Trump, who has fiercely guarded his tax filings and is the only president in modern times not to make them public, paid no federal income taxes in 10 of the past 15 years.
Speaking at a news conference Sunday at the White House, Trump dismissed the report as “fake news” and said he has paid taxes, though he gave no specifics. He also vowed that information about his taxes
“will all be revealed,” but he offered no timeline for the disclosure and made similar promises during the 2016 campaign on which he never followed through.
A lawyer for the Trump Organization, Alan Garten, and a spokesperson for the Trump Organization did not immediately respond to a request for comment from The Associated Press on the report.
Garten told the Times that “most, if not all, of the facts appear to be inaccurate.”
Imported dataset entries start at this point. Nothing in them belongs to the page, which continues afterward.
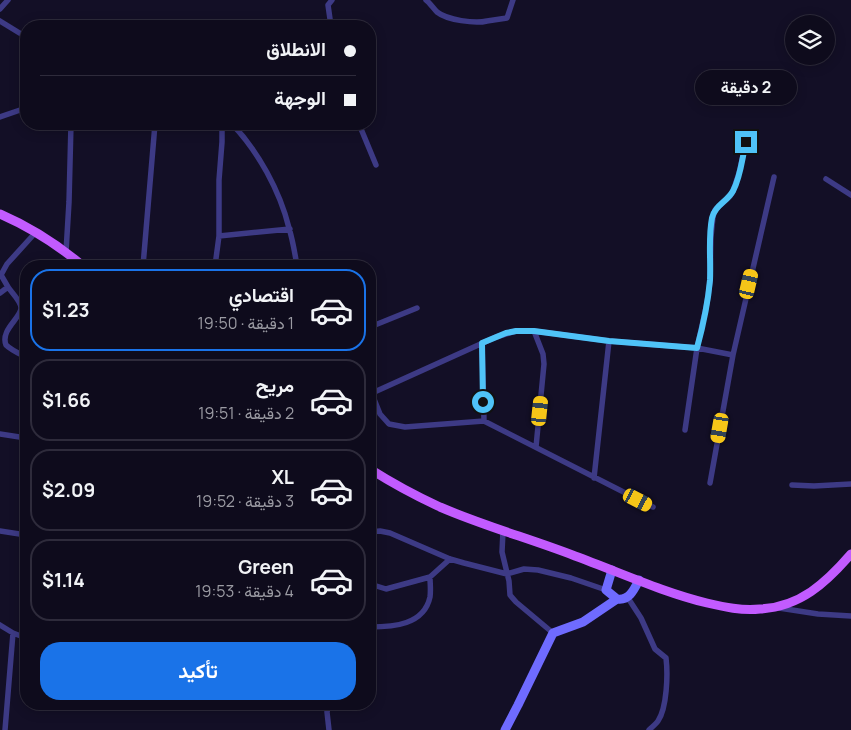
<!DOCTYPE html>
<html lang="ar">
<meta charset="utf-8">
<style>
body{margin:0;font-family:Manrope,Vazirmatn,sans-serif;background:#171425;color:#f1f3f6;direction:rtl;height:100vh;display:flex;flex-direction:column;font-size:19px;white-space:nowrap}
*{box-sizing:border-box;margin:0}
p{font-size:16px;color:#9b9ba3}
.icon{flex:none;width:28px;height:28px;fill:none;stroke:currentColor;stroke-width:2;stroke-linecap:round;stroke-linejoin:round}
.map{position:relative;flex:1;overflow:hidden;direction:ltr}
.panel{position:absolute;left:20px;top:260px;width:356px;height:450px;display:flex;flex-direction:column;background:#0e0b1c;border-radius:20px;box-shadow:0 2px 12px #0003,0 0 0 1px #2e2b3b;direction:rtl}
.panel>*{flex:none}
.top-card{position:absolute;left:20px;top:20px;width:356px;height:110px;border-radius:20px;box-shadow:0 2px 12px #0003,0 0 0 1px #2e2b3b;direction:rtl;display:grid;align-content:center;height:110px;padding:0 20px;background:#0e0b1c}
.fabs{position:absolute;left:785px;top:15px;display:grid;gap:10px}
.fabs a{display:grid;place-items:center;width:50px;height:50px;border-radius:50%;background:#0e0b1c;box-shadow:0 2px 12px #0003,0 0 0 1px #2e2b3b;font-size:25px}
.end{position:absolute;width:22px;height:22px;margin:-11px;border:6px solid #4fc3f7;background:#111;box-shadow:0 0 0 2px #111}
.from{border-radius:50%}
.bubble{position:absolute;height:35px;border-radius:18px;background:#0e0b1c;box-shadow:0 2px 12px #0003,0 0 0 1px #2e2b3b;font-size:16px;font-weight:700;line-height:35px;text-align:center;direction:rtl}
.car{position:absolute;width:15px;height:30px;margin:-15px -8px;border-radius:6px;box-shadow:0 0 4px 1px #0007;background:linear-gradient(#f5c518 24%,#345 0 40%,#f5c518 0 76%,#345 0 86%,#f5c518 0)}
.top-card b{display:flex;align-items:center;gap:18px;height:48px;font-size:19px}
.top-card b+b{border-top:1px solid #2e2b3b}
.top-card i{width:12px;height:12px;background:#f1f3f6}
ul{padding:9px 0 0;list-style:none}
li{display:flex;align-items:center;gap:15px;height:82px;margin:0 10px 8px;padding:0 10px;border:2px solid #2e2b3b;border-radius:20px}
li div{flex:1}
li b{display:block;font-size:19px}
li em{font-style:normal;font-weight:700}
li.active{border-color:#1a73e8}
li>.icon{width:45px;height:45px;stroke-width:1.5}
.button{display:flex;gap:10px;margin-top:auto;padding:10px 20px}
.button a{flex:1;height:58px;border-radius:20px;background:#1a73e8;color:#fff;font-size:20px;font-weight:700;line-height:58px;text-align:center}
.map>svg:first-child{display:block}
</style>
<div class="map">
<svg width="851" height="730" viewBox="0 0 851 730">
<rect width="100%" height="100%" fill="#130f26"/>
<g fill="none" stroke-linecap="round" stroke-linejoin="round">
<path stroke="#3d3a85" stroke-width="5.5" d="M426,0C430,3 433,8 437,12C447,20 475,24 487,21C494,20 500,19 507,18L513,0
M0,9L8,0
M0,21L26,37
M95,22L103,26
M316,26L330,22
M331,26L328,5L332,0
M0,117L26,108
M232,124C258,151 280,191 289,228C293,241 295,254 297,266
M359,124L376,165
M826,179L851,195
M219,236L290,229
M66,252L69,202L71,124
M143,266L155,124
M215,266L219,236V180L222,142V124
M8,287C12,293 21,301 21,308C21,318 0,330 6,345C11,350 20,354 26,357
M0,293L8,287L1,275L7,264L36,232
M370,327L417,308
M534,331L543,354L544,364L536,447
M482,343L484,421
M733,355L774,177
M370,394L496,337L516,331H534L609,341L697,348L733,355L710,483
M372,394L380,414L389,424L405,427L484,421L653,507
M685,430L697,348L707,303L710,282L711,237L713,217L715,210L730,196L733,191L739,173L746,142
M0,434L26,438
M594,478L609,341
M792,485L814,486L851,484
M0,531L26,535
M503,531L502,552L509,581L510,595L516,602L553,633
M370,532L380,531L390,533L450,559L464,563L507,574L524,569L538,570L571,578L606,590
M370,584L386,589L430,577L450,559
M628,598L641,618L655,649L666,658C668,674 667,708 658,721C656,724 652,727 649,730
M779,608L818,614L851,616
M0,625L13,633L26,638
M370,627C393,627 424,625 430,597C431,590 430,583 430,577
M329,704L327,712L329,730
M5,730L13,633"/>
<path stroke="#6f6bff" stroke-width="9" d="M612,570L606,590L617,599
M505,730L518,705L553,633L583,622L617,599C629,601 634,590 639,580"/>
<path stroke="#c25bff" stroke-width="9" d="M0,214C30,227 58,245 83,266
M370,469C392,483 416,496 440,507C484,526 531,539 575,556C619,572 662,592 707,603C724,607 742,611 760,609C800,607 826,583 851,554"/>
</g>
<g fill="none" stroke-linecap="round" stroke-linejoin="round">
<path stroke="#4fc3f7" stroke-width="6" d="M483,402L482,343L506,333L516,331H534L609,341L697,348C703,326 708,303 710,280C711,260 708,238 712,218C715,205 727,202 733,191C741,176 742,158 746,142"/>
</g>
</svg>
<div class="fabs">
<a><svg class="icon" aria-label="layers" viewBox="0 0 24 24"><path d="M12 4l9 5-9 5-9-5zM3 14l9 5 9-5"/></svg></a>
</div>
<i class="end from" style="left:483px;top:402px"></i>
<i class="end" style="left:746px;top:142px"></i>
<div class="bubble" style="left:695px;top:70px;width:102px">2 دقيقة</div>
<i class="car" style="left:749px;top:284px;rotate:13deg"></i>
<i class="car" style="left:540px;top:411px;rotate:6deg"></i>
<i class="car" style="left:720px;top:428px;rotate:190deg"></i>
<i class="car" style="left:638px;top:500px;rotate:117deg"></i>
<div class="top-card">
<b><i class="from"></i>الانطلاق</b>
<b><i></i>الوجهة</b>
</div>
<section class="panel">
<ul>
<li class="active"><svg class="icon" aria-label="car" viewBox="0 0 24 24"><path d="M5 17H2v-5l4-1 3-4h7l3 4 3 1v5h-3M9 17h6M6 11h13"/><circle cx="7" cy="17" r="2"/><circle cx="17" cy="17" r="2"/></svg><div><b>اقتصادي</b><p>1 دقيقة · 19:50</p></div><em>$1.23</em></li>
<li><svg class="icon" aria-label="car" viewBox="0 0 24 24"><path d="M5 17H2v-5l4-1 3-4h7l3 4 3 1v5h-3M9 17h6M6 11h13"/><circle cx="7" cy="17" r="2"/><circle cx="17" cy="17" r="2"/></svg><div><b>مريح</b><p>2 دقيقة · 19:51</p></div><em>$1.66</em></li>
<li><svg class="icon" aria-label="car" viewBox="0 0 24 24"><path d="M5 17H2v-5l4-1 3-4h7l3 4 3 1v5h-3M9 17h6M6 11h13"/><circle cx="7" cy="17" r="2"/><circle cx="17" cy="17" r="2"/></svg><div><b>XL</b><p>3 دقيقة · 19:52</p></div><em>$2.09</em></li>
<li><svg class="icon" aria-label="car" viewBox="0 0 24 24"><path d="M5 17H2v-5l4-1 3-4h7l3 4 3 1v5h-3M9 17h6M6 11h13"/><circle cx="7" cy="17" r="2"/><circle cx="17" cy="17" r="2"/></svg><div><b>Green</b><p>4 دقيقة · 19:53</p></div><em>$1.14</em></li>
</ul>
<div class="button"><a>تأكيد</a></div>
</section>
</div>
He said in a statement to the news organization that the president “has paid tens of millions of dollars in personal taxes to the federal government, including paying millions in personal taxes since announcing his candidacy in 2015.”
The president has fielded court challenges against those seeking access to his returns, including the U.S. House, which is suing for access to Trump’s tax returns as part of congressional oversight.
During his first two years as president, Trump received $73 million from foreign operations, which in addition to his golf properties in Scotland and Ireland included $3 million from the Philippines,
$2.3 million from India and $1 million from Turkey. The president in 2017 paid $145,400 in taxes in India and $156,824 in the Philippines, compared to just $750 in U.S. income taxes.
Trump found multiple ways to reduce his tax bills. Losses in the property businesses solely owned and managed by Trump appear to have offset income from his stake in the television show “The Apprentice” and other entities with multiple owners.
During the first two years of his presidency, Trump relied on business tax credits to reduce his tax obligations. The Times said $9.7 million worth of business investment credits that were submitted after Trump requested an extension to file his taxes allowed him to reduce his income and pay just $750 each in 2016 and 2017.